> _TASK REQUIREMENTS_
Pull every line with "streets" from the data below and copy it.

=== Begin Enclosure ===

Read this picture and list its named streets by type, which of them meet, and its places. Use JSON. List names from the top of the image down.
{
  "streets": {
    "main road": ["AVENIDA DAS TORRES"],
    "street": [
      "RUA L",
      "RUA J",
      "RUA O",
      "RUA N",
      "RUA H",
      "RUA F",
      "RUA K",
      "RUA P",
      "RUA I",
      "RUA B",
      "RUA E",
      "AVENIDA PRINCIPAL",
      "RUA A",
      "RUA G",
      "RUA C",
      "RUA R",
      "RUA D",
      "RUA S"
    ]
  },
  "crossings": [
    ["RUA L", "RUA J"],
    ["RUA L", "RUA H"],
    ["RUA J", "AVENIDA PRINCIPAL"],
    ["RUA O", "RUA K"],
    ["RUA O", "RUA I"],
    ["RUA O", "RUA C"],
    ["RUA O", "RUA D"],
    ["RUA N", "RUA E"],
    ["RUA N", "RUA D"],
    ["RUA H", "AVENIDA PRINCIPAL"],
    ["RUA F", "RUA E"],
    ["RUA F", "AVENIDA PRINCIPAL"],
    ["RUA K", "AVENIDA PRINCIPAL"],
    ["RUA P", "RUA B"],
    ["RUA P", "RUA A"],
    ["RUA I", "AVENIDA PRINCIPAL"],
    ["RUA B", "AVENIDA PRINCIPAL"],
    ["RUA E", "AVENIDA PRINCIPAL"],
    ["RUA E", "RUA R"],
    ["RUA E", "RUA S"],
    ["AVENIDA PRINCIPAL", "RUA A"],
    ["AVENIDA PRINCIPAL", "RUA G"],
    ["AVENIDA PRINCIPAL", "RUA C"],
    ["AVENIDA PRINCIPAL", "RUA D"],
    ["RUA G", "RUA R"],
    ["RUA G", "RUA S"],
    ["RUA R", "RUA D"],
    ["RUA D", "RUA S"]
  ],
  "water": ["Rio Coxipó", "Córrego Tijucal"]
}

=== End Enclosure ===

> _RESPONSE_
Read this picture and list its named streets by type, which of them meet, and its places. Use JSON. List names from the top of the image down.
  "streets": {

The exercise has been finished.